## [THE PROBLEM]
Find the word "setLineDash" in the material below and gather every line that contains it.
# # #
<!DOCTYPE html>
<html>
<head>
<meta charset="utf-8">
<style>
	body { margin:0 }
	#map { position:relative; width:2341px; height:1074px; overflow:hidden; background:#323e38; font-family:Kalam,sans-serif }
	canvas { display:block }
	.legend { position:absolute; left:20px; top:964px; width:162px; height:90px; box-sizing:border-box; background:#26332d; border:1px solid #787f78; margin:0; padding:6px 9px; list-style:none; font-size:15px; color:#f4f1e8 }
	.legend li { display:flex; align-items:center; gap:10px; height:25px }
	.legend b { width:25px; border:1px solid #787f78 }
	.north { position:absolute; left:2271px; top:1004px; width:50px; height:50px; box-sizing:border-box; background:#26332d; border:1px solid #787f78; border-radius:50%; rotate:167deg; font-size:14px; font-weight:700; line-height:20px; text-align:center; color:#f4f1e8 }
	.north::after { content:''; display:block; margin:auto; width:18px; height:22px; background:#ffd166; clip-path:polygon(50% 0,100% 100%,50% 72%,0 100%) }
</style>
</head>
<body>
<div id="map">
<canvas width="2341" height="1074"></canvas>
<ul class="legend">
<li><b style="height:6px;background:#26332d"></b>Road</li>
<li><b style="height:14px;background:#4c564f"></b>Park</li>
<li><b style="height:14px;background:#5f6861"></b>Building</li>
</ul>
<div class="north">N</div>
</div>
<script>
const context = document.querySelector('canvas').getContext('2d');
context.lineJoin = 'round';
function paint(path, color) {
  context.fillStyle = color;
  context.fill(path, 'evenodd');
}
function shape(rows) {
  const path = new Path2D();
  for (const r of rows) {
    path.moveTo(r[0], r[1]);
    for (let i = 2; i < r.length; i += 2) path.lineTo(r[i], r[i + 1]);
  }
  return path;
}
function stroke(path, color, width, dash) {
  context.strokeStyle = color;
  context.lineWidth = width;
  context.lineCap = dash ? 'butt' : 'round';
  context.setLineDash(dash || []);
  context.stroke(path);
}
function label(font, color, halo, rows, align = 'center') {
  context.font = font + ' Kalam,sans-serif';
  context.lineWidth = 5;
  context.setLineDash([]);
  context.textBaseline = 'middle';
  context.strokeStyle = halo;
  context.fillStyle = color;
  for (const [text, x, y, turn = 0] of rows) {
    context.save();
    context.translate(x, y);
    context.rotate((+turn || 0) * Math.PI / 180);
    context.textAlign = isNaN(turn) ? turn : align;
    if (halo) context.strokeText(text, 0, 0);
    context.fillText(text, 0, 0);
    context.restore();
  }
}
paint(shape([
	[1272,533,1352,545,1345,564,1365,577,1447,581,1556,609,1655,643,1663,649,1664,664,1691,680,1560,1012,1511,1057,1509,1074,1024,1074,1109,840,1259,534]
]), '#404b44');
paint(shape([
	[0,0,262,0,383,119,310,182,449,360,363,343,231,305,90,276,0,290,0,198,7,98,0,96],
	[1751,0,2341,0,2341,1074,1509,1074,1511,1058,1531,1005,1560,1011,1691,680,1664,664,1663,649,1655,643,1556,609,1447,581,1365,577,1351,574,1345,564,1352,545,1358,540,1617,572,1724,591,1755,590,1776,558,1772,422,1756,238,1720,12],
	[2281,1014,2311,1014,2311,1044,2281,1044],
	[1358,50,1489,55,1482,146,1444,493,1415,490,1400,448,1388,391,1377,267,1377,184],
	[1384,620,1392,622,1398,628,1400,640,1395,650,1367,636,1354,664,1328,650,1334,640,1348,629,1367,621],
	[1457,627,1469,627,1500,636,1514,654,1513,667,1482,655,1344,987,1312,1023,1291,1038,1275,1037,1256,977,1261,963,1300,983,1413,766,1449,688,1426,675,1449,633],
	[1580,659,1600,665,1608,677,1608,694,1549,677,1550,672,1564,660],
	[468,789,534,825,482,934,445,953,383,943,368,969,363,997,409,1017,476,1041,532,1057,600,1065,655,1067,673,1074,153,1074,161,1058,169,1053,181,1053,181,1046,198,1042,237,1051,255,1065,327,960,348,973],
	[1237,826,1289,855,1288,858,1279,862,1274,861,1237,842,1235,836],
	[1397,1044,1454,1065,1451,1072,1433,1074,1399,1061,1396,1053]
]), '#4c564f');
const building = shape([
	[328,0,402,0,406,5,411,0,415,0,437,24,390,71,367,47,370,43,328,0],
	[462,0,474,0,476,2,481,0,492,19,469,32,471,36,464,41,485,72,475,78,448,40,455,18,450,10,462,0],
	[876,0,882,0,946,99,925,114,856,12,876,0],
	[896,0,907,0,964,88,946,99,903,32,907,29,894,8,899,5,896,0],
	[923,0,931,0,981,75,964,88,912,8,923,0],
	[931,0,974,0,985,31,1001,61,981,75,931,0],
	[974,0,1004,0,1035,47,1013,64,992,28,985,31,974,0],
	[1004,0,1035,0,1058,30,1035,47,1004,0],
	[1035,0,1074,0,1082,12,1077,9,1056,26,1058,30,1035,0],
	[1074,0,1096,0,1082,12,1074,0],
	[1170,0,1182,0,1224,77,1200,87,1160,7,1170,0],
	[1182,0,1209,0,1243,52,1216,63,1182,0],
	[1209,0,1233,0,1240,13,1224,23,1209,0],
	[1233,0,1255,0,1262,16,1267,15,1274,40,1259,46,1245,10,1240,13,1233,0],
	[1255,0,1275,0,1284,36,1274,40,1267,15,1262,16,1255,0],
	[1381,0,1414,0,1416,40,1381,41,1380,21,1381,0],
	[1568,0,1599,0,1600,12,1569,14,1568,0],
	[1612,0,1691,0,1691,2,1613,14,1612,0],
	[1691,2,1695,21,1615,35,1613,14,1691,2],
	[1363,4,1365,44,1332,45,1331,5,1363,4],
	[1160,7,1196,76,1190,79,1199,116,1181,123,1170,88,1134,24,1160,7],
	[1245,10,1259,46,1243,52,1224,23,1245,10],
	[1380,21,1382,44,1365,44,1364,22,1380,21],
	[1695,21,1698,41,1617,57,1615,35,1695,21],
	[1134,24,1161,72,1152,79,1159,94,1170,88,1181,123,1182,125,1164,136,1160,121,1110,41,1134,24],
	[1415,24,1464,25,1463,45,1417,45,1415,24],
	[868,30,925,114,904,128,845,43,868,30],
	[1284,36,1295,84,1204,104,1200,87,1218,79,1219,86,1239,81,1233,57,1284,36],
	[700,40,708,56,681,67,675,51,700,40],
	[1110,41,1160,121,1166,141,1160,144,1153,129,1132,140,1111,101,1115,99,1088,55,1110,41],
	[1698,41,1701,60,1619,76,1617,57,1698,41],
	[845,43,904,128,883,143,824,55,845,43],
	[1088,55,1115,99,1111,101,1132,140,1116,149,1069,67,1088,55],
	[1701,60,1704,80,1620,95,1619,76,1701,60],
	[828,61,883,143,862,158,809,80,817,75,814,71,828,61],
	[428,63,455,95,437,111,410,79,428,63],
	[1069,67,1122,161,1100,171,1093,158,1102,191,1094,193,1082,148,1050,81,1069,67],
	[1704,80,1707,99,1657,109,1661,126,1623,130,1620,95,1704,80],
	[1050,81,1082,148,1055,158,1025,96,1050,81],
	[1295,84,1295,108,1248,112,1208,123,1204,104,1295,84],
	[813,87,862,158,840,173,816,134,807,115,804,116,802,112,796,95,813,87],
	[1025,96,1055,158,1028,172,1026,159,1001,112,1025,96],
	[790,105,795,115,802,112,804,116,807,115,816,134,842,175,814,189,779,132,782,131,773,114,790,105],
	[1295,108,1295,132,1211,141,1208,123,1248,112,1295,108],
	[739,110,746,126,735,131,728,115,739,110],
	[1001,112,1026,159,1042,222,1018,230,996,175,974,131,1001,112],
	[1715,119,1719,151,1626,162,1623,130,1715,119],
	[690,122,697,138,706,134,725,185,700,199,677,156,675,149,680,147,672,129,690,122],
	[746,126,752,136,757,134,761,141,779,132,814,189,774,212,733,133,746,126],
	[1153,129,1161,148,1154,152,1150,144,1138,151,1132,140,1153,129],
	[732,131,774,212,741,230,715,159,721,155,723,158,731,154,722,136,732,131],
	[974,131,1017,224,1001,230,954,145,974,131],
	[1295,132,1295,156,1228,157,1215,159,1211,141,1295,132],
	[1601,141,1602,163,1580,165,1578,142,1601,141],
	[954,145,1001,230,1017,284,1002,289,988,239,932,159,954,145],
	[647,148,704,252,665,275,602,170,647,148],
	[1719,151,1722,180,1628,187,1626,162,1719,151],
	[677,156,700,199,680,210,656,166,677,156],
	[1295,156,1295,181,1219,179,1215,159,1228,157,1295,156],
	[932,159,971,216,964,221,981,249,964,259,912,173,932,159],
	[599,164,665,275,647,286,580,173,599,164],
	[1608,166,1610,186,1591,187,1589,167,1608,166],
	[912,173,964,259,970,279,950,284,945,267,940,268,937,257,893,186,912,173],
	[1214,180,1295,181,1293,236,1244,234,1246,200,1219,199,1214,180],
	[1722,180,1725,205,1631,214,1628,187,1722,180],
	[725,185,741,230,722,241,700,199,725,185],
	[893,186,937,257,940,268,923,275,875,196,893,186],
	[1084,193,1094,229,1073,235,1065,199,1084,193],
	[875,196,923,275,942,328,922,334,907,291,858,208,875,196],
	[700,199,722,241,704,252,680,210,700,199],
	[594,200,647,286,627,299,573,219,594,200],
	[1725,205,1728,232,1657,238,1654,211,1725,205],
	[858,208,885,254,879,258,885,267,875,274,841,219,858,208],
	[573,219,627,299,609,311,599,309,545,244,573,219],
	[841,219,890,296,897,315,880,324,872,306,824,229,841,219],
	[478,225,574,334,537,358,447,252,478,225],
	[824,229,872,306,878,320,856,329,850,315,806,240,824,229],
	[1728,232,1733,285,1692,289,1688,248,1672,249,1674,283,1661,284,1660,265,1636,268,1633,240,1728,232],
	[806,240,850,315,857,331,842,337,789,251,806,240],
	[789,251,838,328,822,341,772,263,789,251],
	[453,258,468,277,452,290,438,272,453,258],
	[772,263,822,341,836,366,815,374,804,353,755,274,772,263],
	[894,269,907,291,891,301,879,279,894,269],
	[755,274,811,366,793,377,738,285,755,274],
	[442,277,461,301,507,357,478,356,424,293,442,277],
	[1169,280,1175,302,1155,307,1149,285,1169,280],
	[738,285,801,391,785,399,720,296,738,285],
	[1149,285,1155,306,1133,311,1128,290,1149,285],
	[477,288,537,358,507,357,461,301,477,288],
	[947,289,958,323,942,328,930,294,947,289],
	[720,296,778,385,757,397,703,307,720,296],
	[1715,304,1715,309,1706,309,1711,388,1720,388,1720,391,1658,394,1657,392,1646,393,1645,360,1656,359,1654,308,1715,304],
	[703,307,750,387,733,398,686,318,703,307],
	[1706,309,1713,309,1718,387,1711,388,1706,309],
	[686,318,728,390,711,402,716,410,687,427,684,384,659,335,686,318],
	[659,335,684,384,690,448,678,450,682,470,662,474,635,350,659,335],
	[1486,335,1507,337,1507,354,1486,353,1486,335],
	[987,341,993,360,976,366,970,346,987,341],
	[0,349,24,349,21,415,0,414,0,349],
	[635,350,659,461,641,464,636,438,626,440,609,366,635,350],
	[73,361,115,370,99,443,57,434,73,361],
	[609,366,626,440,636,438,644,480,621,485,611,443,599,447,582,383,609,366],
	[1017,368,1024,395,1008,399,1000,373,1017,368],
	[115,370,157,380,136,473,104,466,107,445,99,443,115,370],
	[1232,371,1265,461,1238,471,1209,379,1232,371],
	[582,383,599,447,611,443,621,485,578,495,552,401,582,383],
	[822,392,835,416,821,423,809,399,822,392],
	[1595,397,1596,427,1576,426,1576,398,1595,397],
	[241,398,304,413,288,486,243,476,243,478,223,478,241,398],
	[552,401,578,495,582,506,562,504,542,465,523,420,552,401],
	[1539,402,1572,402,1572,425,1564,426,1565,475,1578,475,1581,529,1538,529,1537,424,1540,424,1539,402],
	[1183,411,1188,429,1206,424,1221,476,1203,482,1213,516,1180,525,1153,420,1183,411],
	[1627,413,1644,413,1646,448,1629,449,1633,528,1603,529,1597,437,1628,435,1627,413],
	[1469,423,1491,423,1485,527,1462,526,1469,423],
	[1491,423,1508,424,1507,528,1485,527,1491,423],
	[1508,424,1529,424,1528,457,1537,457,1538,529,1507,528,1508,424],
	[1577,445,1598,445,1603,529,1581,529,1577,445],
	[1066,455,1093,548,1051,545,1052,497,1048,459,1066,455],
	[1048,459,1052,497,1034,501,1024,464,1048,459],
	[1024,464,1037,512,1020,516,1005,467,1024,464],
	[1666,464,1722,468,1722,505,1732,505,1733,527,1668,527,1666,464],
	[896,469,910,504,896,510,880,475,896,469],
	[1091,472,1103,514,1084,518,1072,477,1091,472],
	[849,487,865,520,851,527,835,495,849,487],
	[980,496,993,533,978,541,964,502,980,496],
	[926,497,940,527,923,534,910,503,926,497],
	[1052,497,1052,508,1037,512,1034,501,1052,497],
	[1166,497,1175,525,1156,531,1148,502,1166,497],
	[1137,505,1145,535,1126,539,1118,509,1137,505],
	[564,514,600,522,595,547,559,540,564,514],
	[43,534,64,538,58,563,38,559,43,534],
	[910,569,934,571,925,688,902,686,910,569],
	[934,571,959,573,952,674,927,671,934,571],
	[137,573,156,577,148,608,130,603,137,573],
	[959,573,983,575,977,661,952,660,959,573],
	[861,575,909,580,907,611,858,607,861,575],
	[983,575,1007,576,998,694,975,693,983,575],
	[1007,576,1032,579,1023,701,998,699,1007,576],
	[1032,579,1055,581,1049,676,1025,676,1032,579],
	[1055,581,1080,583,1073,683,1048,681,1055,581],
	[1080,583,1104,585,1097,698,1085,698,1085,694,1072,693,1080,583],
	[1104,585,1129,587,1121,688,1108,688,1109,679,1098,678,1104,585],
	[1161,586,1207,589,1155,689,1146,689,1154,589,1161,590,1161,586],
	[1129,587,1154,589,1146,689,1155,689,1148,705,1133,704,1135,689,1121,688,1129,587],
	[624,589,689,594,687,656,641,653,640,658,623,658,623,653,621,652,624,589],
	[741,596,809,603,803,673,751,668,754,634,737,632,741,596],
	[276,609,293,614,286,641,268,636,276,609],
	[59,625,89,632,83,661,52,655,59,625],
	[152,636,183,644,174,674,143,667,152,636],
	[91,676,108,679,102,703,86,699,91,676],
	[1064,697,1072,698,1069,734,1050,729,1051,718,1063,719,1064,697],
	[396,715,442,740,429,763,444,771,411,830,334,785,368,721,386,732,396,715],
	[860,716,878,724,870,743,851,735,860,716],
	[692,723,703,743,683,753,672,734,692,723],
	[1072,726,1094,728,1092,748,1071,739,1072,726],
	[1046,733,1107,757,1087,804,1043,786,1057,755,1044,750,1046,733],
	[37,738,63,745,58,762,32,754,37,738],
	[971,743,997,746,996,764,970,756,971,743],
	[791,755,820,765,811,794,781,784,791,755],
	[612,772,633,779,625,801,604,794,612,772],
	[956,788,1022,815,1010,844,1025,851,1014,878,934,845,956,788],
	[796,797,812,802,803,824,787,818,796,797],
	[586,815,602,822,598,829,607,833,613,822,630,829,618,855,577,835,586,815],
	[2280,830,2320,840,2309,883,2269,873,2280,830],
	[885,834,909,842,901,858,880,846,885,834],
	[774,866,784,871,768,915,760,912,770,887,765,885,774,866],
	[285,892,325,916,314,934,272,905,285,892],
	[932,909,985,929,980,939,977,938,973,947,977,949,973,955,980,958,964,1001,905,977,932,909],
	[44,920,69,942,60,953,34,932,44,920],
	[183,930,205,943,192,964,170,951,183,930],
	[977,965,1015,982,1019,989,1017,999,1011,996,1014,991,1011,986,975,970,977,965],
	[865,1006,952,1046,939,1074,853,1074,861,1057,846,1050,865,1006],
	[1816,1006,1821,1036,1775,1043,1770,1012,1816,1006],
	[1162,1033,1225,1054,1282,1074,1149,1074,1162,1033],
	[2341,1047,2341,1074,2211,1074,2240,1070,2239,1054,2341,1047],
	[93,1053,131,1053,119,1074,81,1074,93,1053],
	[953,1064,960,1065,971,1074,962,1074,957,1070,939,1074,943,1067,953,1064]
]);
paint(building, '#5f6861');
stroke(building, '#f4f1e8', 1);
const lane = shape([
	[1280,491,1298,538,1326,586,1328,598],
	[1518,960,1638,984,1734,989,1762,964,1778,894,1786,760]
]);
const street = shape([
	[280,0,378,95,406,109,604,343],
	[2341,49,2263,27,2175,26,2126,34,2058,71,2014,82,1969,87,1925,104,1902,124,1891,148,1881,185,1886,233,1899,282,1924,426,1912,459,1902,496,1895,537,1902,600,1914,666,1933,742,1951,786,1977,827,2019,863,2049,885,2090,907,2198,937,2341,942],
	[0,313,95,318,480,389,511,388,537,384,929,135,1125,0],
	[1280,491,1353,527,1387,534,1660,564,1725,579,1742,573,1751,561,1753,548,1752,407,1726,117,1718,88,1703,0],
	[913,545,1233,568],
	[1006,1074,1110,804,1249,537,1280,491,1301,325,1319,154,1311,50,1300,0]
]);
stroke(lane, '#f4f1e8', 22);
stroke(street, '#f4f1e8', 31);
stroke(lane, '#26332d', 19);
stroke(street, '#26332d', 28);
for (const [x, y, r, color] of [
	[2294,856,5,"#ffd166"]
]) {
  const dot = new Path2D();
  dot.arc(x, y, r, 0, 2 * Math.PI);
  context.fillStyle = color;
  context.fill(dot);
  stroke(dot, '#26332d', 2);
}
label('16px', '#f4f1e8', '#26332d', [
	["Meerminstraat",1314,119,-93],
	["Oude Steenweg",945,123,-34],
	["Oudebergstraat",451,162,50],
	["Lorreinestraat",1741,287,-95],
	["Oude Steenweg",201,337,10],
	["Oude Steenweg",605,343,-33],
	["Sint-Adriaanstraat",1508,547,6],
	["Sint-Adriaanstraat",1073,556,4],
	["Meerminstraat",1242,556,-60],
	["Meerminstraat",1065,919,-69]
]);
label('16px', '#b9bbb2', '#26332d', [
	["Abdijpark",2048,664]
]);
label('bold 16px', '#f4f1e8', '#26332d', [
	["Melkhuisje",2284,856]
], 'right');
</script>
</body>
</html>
# # #
## [YOUR SOLUTION]
  context.setLineDash(dash || []);
  context.setLineDash([]);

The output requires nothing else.